Plump, crumpled, costive gumshoe Smedley Blavelpang was in a proper fix. It was the sort of fix private detectives tend to find themselves in. The wind had blown his hat clean away and his gun was jammed and he was trapped behind some bins in an alleyway and the rough tough thug he had been pursuing was closing in on him armed with an unjammed gun full of bullets. It looked like curtains for Blavelpang.

He could hear distant sirens, but the cops would be speeding to a different crime in a different part of the picture-postcard country village where Blavelpang plied his lonely trade, a trade which often filled him with disgust at the iniquities of his fellow villagers. Sometimes he was actually physically sick.

Ping! A bullet zipped past the bins and struck a piece of municipal statuary which had been uprooted from its spot outside the butcher's shop and dumped in the alleyway. It was a steel and lead representation of Laika, the pioneering Soviet space dog. The statue was unpopular with the villagers, most of whom loathed the Soviet Union and canine life-forms and space travel in equal measure, probably because of the curriculum taught in the village community education hub. From infancy they were brainwashed by the fierce pedagogue who ran the place with, it was said, an iron fist in an even more iron glove. This man was as plump and crumpled and costive as our imperilled detective, a resemblance not accidental, for he was Blavelpang's papa.

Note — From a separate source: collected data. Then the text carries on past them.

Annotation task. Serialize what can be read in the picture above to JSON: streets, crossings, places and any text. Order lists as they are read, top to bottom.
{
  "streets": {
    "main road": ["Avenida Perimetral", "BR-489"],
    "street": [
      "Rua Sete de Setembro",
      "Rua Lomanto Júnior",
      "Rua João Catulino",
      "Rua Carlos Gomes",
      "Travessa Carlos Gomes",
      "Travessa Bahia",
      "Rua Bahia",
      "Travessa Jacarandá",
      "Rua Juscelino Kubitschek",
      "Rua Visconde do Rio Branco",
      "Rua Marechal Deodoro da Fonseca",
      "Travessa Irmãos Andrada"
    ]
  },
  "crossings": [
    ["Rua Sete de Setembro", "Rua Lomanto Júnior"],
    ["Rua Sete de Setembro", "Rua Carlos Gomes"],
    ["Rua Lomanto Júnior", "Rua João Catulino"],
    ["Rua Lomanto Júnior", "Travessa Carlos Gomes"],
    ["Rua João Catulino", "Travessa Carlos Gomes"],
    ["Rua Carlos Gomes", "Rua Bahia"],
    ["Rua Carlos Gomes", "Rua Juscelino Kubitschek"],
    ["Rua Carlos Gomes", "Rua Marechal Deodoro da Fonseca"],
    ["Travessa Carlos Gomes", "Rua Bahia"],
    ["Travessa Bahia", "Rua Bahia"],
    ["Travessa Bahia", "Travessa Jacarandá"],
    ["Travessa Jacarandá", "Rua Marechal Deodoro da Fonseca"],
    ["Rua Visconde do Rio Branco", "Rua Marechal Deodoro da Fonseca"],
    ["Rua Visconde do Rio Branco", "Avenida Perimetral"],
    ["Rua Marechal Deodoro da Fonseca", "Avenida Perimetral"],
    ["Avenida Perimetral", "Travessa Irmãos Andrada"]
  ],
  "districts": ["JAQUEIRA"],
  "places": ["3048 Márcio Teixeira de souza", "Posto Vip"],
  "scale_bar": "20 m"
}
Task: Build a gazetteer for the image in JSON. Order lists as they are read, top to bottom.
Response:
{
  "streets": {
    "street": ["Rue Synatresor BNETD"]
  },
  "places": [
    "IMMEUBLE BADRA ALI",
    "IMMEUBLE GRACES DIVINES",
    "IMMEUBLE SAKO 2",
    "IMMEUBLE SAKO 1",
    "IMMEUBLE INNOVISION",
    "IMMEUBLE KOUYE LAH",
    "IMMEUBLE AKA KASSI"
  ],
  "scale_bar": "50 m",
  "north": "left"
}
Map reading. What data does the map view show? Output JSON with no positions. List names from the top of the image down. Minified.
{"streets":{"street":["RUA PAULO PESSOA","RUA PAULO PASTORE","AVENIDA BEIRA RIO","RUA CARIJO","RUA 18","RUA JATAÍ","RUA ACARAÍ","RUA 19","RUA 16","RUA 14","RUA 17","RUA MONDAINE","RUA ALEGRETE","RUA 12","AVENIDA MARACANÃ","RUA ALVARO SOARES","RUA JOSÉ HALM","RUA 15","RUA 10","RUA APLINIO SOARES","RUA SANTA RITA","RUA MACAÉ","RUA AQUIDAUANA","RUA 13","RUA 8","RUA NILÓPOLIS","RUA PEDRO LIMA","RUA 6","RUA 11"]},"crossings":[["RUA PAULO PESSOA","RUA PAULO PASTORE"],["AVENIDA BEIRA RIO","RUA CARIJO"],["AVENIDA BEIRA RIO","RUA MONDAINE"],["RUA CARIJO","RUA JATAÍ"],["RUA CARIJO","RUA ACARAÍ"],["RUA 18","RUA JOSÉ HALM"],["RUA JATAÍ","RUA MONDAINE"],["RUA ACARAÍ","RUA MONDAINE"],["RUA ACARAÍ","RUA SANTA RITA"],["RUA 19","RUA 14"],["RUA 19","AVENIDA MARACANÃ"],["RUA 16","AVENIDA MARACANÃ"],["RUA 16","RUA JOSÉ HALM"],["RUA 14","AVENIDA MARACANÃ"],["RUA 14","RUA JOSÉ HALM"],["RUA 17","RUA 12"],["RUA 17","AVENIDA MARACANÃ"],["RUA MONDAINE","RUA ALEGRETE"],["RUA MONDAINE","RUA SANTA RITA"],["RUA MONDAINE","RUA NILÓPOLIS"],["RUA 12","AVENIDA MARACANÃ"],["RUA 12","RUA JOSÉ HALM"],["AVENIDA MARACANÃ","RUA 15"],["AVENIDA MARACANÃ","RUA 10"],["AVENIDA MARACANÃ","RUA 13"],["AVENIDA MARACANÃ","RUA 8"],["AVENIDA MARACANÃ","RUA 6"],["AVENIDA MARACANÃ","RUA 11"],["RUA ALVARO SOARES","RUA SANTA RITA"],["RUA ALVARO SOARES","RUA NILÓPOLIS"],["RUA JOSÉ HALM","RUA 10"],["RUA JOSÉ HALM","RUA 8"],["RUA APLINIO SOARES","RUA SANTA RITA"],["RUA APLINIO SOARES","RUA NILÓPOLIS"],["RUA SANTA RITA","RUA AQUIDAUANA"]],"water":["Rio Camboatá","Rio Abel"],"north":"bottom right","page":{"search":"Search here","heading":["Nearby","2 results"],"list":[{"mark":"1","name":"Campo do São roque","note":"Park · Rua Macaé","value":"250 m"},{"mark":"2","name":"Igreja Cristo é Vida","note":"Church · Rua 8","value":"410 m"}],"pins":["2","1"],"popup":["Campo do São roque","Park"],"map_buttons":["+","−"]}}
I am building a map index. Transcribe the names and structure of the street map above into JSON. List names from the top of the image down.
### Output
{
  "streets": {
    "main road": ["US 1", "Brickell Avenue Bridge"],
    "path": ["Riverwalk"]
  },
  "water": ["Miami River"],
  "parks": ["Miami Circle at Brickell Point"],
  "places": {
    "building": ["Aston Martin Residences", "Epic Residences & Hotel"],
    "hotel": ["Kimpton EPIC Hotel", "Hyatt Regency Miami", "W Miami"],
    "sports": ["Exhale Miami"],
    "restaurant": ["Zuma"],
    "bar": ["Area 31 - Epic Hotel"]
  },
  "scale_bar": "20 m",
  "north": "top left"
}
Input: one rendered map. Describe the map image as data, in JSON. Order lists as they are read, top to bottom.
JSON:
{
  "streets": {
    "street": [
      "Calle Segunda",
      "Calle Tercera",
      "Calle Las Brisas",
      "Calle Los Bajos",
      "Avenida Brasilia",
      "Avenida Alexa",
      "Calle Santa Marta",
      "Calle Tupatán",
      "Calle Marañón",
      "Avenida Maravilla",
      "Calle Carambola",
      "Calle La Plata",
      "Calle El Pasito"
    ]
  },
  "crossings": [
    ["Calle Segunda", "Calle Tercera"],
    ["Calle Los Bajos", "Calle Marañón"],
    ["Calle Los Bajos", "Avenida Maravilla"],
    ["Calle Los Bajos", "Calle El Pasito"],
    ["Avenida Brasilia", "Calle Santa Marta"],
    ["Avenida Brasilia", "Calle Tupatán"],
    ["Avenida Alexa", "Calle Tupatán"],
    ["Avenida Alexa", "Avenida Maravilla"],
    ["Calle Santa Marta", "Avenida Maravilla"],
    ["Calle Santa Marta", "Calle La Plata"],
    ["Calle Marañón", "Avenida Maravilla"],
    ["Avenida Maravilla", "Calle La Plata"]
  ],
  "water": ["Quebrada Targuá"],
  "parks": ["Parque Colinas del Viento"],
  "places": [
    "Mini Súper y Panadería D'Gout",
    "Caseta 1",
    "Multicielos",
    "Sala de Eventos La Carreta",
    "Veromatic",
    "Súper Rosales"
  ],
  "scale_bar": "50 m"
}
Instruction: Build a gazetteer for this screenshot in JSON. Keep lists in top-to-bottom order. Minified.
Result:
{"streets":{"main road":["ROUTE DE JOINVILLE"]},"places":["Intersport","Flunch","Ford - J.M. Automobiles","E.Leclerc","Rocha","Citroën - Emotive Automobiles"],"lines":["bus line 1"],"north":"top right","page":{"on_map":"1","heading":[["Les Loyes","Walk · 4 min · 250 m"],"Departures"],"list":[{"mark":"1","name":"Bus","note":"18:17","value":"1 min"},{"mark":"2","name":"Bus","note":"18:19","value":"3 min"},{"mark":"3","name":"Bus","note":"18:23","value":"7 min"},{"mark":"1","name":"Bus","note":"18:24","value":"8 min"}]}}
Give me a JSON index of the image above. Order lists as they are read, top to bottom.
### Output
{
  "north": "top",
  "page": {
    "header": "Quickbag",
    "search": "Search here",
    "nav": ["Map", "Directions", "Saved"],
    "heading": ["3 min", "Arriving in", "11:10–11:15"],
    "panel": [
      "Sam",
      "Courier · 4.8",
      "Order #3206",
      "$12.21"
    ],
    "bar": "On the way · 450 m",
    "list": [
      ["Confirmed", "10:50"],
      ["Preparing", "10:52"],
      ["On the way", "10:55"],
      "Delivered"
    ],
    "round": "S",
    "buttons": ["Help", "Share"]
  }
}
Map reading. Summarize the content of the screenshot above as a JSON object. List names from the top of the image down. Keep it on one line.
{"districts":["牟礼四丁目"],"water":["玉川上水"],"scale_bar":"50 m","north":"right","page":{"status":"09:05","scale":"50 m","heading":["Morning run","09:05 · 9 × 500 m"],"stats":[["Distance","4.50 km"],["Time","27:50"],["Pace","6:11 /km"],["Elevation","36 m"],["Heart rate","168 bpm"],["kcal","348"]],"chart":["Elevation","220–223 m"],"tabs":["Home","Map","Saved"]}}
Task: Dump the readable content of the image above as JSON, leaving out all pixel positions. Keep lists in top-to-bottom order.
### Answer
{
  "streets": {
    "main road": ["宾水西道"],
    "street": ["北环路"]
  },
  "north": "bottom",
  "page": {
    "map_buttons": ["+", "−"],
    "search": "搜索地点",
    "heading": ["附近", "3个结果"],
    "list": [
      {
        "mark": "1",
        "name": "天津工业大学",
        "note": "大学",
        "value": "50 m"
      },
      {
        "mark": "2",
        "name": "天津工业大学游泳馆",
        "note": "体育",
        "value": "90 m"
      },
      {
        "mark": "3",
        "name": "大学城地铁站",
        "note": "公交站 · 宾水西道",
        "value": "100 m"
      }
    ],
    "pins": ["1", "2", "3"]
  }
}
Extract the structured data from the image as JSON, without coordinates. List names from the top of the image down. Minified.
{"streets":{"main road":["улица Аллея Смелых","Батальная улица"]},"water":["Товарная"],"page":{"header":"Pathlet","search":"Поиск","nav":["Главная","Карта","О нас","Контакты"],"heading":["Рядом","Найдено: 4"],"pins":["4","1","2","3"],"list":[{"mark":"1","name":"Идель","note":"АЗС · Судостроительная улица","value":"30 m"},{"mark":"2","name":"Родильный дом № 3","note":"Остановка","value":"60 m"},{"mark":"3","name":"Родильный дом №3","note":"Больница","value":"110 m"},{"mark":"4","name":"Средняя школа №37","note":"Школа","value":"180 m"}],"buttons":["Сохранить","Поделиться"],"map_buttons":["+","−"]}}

The relationship between the two was fraught. The papa had always opposed Smedley's decision to set himself up as a private eye, wanting him instead to join an anti-Soviet dog-strangling spacerocket-sabotaging pressure group. But the son followed his own lights, and now they had brought him to this dingy alleyway where he was likely to perish in a hail of bullets fired by the unjammed gun-toting rough tough thug.

Is it really curtains for Smedley Blavelpang, or will he escape an undignified death behind some bins? Will this crisis force him to reconsider his life-choices and to conclude that his papa had been right all along? Will the thug's gun suddenly jam too? Find out in the next episode of our exciting serial story!

Broadcasts

Hooting Yard on the Air, April the 13th, 2009 : “Plutarch Versus Petrarch” (starts around 13:35)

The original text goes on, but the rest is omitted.